By Evan Sully
(Reuters) -A gauge of future U.S. economic activity increased in July, suggesting the economy continued to expand from the recession caused by the coronavirus pandemic even in the face of a resurgence in cases fueled by the Delta variant.
The Conference Board on Thursday said its index of leading economic indicators (LEI) rose 0.9% last month to 116.0. Economists polled by Reuters had expected an increase of 0.8%.
Even though the U.S. economy is forecast to grow this year at its fastest pace since the 1980s, there are signs the recovery could be cooling off. Supply-chain bottlenecks continue to slow manufacturing growth, and consumer sentiment plummeted in early August to a decade-low as Americans gave faltering outlooks on everything from personal finances to inflation and employment.
Meanwhile, consumer price increases slowed in July, the Labor Department said last week, but inflation overall remained at a historically high level amid supply-chain disruptions as well as stronger demand for travel-related services.
“The U.S. LEI registered another large gain in July, with all components contributing positively,” said Ataman Ozyildirim, the Conference Board’s senior director of economic research. “While the Delta variant and/or rising inflation fears could create headwinds for the U.S. economy in the near term, we expect real GDP (gross domestic product) growth for 2021 to reach 6.0% year-over-year, before easing to a still robust 4.0% growth rate for 2022.”

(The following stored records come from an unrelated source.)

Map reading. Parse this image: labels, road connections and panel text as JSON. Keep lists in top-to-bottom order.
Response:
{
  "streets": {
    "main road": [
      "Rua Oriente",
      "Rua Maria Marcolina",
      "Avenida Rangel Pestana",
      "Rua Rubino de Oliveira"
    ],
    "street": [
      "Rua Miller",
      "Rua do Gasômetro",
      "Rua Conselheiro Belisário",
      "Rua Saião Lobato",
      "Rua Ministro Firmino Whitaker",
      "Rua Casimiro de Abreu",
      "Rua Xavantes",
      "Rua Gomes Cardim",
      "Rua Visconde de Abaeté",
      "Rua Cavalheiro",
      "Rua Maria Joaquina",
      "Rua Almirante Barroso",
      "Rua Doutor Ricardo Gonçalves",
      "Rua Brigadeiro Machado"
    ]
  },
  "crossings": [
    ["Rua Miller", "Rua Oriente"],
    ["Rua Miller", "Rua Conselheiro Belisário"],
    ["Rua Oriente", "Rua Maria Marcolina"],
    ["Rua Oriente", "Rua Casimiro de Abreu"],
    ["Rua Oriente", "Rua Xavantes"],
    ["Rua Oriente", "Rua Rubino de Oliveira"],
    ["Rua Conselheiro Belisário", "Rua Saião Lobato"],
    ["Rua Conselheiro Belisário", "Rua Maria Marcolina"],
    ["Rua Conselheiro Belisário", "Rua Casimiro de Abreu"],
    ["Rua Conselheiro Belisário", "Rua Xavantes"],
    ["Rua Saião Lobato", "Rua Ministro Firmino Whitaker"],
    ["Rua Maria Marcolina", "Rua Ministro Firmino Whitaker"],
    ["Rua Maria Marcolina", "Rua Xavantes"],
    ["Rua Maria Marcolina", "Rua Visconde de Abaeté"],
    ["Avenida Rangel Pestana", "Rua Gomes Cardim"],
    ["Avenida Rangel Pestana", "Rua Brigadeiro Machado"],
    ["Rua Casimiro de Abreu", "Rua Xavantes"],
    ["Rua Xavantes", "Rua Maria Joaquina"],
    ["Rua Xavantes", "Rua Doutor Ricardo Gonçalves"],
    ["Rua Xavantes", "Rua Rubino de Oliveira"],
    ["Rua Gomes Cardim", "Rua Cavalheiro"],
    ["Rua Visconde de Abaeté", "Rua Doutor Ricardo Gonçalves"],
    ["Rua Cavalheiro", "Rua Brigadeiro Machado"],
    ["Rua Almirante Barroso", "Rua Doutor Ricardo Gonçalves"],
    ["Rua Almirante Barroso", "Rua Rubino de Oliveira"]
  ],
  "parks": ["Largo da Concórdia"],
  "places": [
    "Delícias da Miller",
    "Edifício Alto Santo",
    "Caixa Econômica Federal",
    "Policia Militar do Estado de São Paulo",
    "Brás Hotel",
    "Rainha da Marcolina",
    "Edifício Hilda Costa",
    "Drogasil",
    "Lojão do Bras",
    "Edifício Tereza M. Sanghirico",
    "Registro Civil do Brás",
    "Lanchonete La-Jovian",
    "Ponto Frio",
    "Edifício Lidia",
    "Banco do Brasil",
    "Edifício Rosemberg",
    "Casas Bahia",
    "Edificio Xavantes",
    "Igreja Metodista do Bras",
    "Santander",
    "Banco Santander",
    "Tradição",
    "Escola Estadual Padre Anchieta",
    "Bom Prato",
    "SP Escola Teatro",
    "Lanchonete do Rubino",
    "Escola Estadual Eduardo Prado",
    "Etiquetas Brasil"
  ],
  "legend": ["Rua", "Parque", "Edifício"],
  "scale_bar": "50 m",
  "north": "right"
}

The LEI’s coincident index, a measure of current economic conditions, rose 0.6% in July after increasing 0.4% in June.
But the lagging index increased 0.6% last month after being unchanged in June and increasing 0.8% in May.
“Even with more moderate growth in the second half of the year, the economy’s momentum remains encouraging with constraints on labor supply easing, a trove of excess savings still waiting to be drawn down, and strong vaccine numbers that will insulate the economy from the worsening health situation more so than prior waves,” said Mahir Rasheed, U.S. economist at Oxford Economics.